◆ **THE TASK**: Give back each line of the data exactly as it reads, minus the pictures.
::: EXERCISE DATA :::
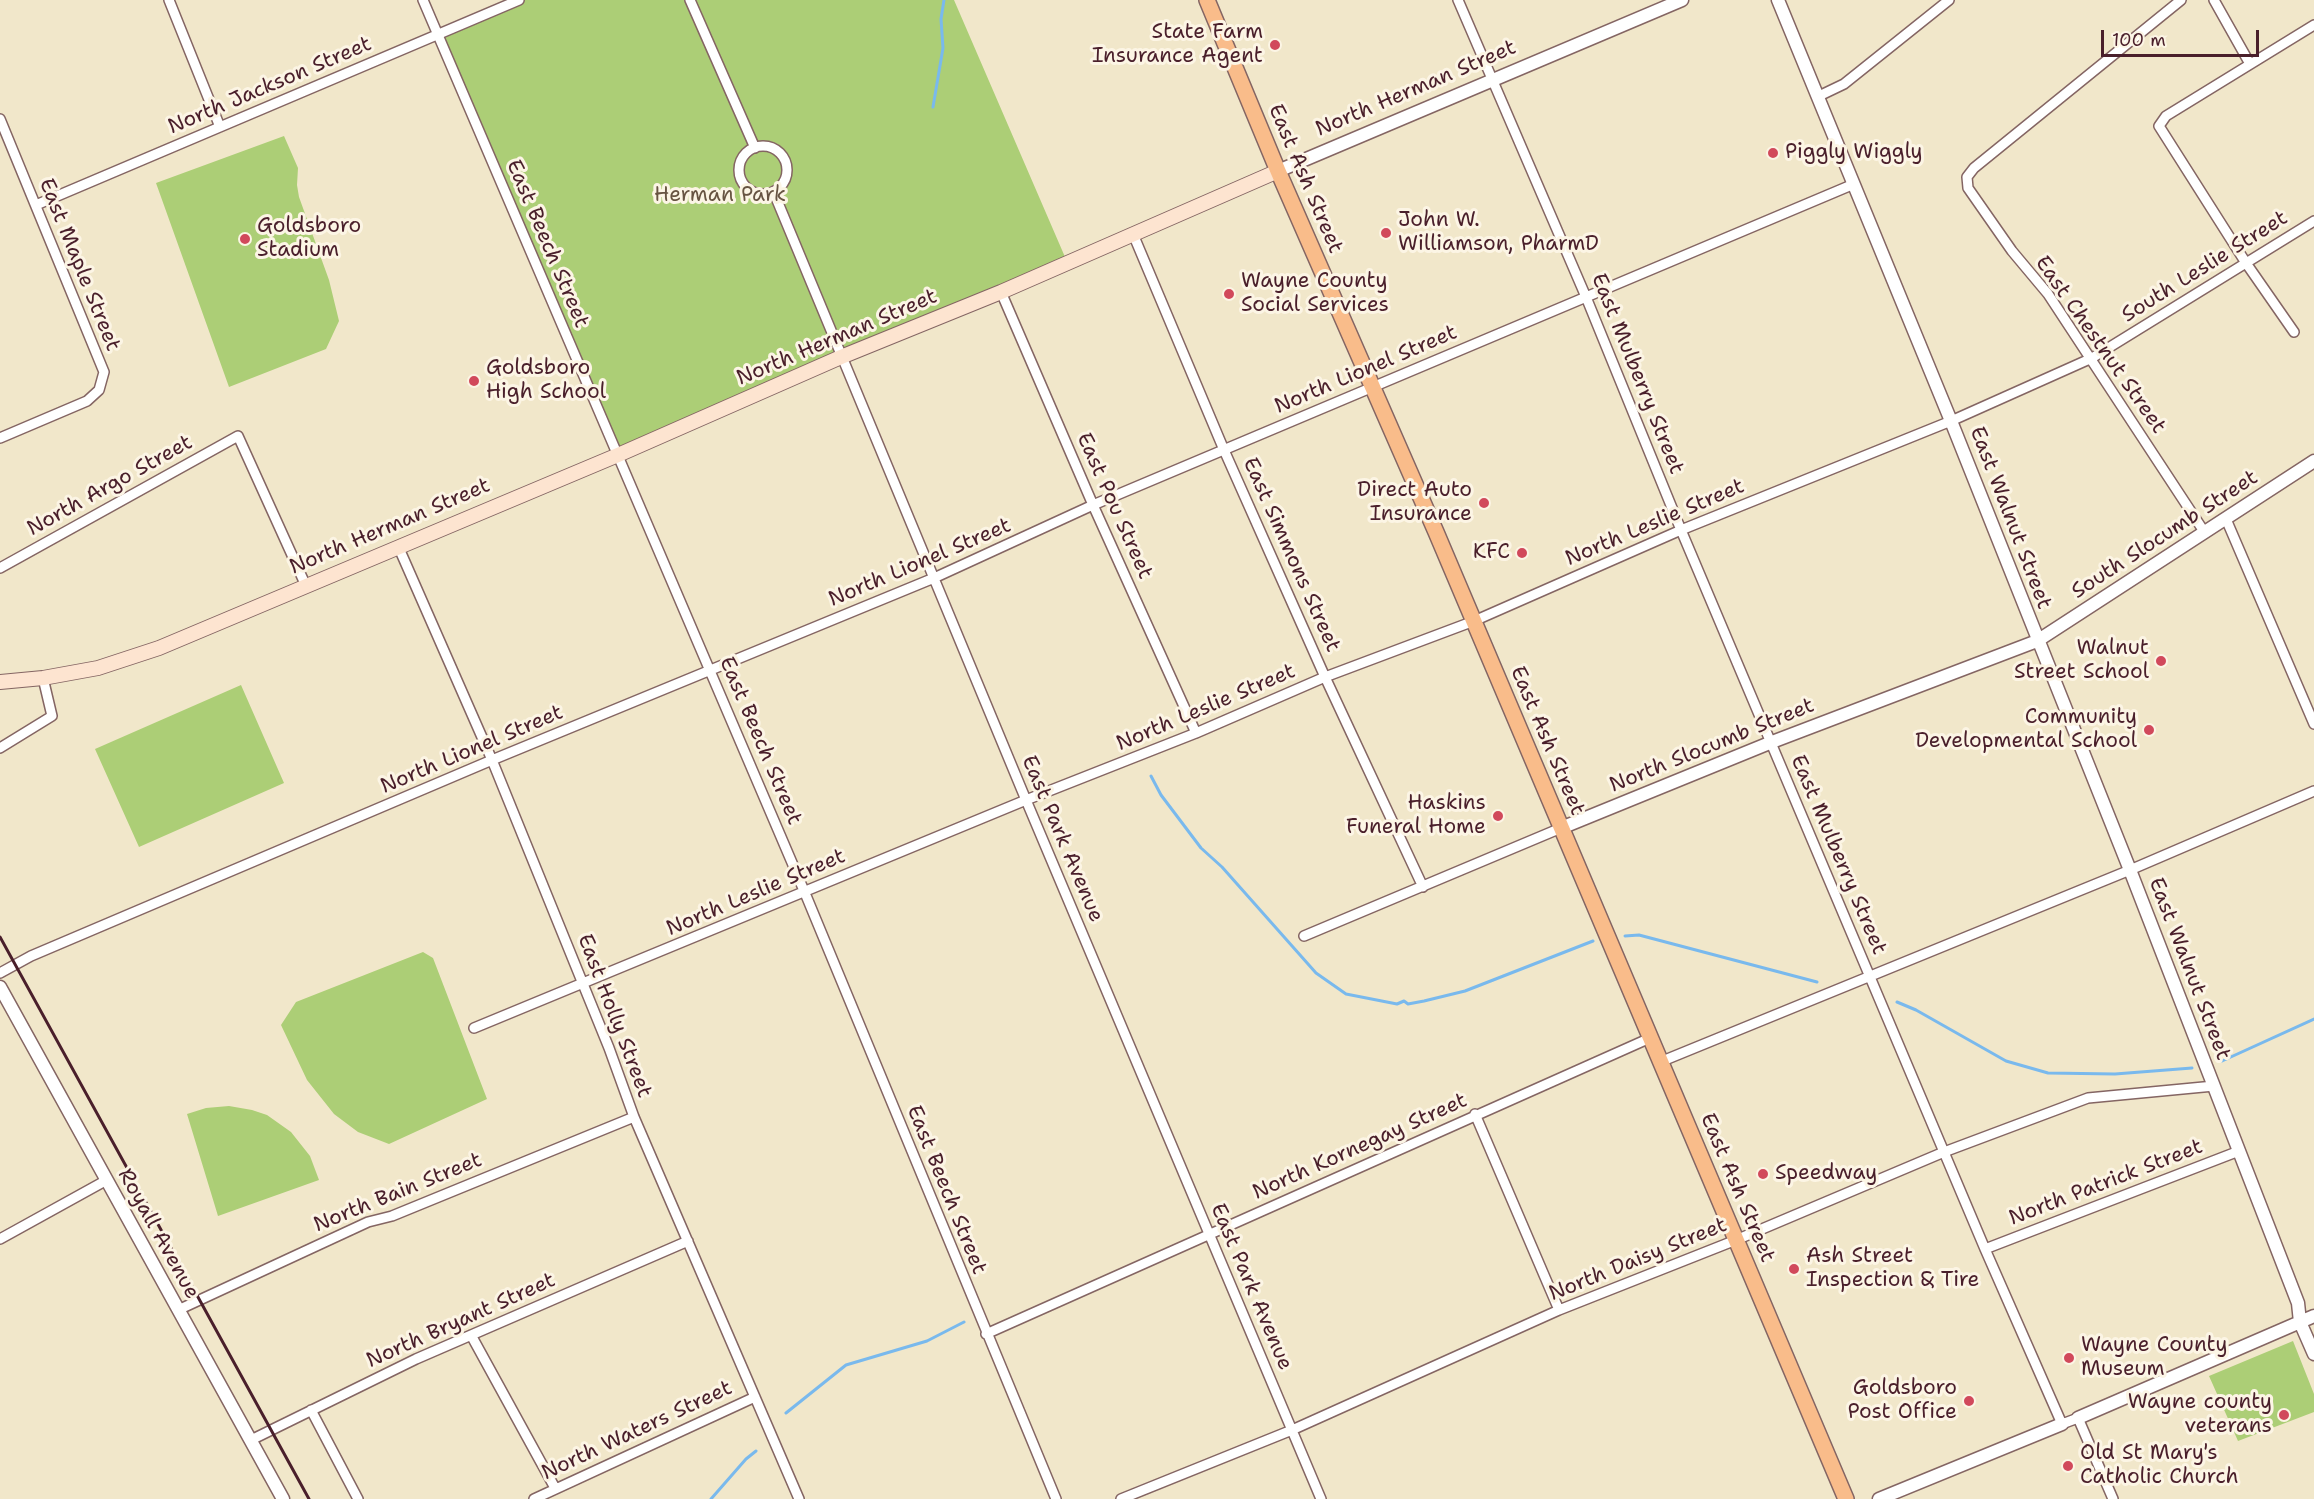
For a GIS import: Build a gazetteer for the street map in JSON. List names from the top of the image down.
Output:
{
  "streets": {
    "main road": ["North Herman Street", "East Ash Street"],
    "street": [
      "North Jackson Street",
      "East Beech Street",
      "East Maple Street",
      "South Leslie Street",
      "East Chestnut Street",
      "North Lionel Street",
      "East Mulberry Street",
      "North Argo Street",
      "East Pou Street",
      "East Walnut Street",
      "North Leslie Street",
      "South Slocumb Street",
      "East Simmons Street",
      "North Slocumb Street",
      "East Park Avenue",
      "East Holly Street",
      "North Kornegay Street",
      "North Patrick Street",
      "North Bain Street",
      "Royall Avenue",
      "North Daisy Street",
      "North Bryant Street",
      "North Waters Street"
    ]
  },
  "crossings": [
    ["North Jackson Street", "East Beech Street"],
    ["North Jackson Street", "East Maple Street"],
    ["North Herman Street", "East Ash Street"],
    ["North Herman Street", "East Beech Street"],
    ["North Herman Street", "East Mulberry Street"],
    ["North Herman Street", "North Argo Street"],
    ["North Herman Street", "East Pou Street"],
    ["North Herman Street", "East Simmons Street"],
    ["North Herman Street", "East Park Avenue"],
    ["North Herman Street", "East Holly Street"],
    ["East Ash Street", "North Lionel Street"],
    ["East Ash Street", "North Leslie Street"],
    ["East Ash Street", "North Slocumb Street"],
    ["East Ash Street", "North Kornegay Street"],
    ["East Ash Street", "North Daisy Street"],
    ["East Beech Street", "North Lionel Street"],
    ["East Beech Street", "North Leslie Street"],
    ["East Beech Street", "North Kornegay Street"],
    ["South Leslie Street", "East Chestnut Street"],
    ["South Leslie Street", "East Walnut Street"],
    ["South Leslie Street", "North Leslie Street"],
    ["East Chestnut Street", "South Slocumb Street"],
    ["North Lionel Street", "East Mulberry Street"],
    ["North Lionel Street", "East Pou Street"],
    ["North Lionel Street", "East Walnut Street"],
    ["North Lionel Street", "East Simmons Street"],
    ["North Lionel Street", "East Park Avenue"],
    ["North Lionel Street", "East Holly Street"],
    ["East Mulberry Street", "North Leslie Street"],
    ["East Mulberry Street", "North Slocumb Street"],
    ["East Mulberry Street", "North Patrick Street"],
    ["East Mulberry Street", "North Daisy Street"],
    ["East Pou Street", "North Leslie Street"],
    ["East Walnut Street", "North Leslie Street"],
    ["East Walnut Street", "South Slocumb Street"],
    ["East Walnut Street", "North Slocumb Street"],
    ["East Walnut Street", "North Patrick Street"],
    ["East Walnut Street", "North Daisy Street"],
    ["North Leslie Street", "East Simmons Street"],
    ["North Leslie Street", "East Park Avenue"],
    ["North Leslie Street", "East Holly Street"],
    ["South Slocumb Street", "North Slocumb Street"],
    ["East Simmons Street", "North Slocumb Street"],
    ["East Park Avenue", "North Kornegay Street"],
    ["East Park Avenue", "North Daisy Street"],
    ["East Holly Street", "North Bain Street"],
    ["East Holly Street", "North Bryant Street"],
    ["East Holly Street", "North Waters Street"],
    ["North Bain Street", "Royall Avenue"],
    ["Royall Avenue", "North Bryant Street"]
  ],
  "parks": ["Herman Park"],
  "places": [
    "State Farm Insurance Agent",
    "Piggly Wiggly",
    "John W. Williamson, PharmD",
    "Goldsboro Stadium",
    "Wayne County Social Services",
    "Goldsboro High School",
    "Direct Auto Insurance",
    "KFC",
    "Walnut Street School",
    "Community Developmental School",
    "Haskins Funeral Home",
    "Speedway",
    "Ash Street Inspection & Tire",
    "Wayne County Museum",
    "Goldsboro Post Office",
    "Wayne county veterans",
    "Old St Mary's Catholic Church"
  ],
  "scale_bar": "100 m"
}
:::
◆ **SOLVED EXERCISE**:
For a GIS import: Build a gazetteer for the street map in JSON. List names from the top of the image down.
Output:
{
  "streets": {
    "main road": ["North Herman Street", "East Ash Street"],
    "street": [
      "North Jackson Street",
      "East Beech Street",
      "East Maple Street",
      "South Leslie Street",
      "East Chestnut Street",
      "North Lionel Street",
      "East Mulberry Street",
      "North Argo Street",
      "East Pou Street",
      "East Walnut Street",
      "North Leslie Street",
      "South Slocumb Street",
      "East Simmons Street",
      "North Slocumb Street",
      "East Park Avenue",
      "East Holly Street",
      "North Kornegay Street",
      "North Patrick Street",
      "North Bain Street",
      "Royall Avenue",
      "North Daisy Street",
      "North Bryant Street",
      "North Waters Street"
    ]
  },
  "crossings": [
    ["North Jackson Street", "East Beech Street"],
    ["North Jackson Street", "East Maple Street"],
    ["North Herman Street", "East Ash Street"],
    ["North Herman Street", "East Beech Street"],
    ["North Herman Street", "East Mulberry Street"],
    ["North Herman Street", "North Argo Street"],
    ["North Herman Street", "East Pou Street"],
    ["North Herman Street", "East Simmons Street"],
    ["North Herman Street", "East Park Avenue"],
    ["North Herman Street", "East Holly Street"],
    ["East Ash Street", "North Lionel Street"],
    ["East Ash Street", "North Leslie Street"],
    ["East Ash Street", "North Slocumb Street"],
    ["East Ash Street", "North Kornegay Street"],
    ["East Ash Street", "North Daisy Street"],
    ["East Beech Street", "North Lionel Street"],
    ["East Beech Street", "North Leslie Street"],
    ["East Beech Street", "North Kornegay Street"],
    ["South Leslie Street", "East Chestnut Street"],
    ["South Leslie Street", "East Walnut Street"],
    ["South Leslie Street", "North Leslie Street"],
    ["East Chestnut Street", "South Slocumb Street"],
    ["North Lionel Street", "East Mulberry Street"],
    ["North Lionel Street", "East Pou Street"],
    ["North Lionel Street", "East Walnut Street"],
    ["North Lionel Street", "East Simmons Street"],
    ["North Lionel Street", "East Park Avenue"],
    ["North Lionel Street", "East Holly Street"],
    ["East Mulberry Street", "North Leslie Street"],
    ["East Mulberry Street", "North Slocumb Street"],
    ["East Mulberry Street", "North Patrick Street"],
    ["East Mulberry Street", "North Daisy Street"],
    ["East Pou Street", "North Leslie Street"],
    ["East Walnut Street", "North Leslie Street"],
    ["East Walnut Street", "South Slocumb Street"],
    ["East Walnut Street", "North Slocumb Street"],
    ["East Walnut Street", "North Patrick Street"],
    ["East Walnut Street", "North Daisy Street"],
    ["North Leslie Street", "East Simmons Street"],
    ["North Leslie Street", "East Park Avenue"],
    ["North Leslie Street", "East Holly Street"],
    ["South Slocumb Street", "North Slocumb Street"],
    ["East Simmons Street", "North Slocumb Street"],
    ["East Park Avenue", "North Kornegay Street"],
    ["East Park Avenue", "North Daisy Street"],
    ["East Holly Street", "North Bain Street"],
    ["East Holly Street", "North Bryant Street"],
    ["East Holly Street", "North Waters Street"],
    ["North Bain Street", "Royall Avenue"],
    ["Royall Avenue", "North Bryant Street"]
  ],
  "parks": ["Herman Park"],
  "places": [
    "State Farm Insurance Agent",
    "Piggly Wiggly",
    "John W. Williamson, PharmD",
    "Goldsboro Stadium",
    "Wayne County Social Services",
    "Goldsboro High School",
    "Direct Auto Insurance",
    "KFC",
    "Walnut Street School",
    "Community Developmental School",
    "Haskins Funeral Home",
    "Speedway",
    "Ash Street Inspection & Tire",
    "Wayne County Museum",
    "Goldsboro Post Office",
    "Wayne county veterans",
    "Old St Mary's Catholic Church"
  ],
  "scale_bar": "100 m"
}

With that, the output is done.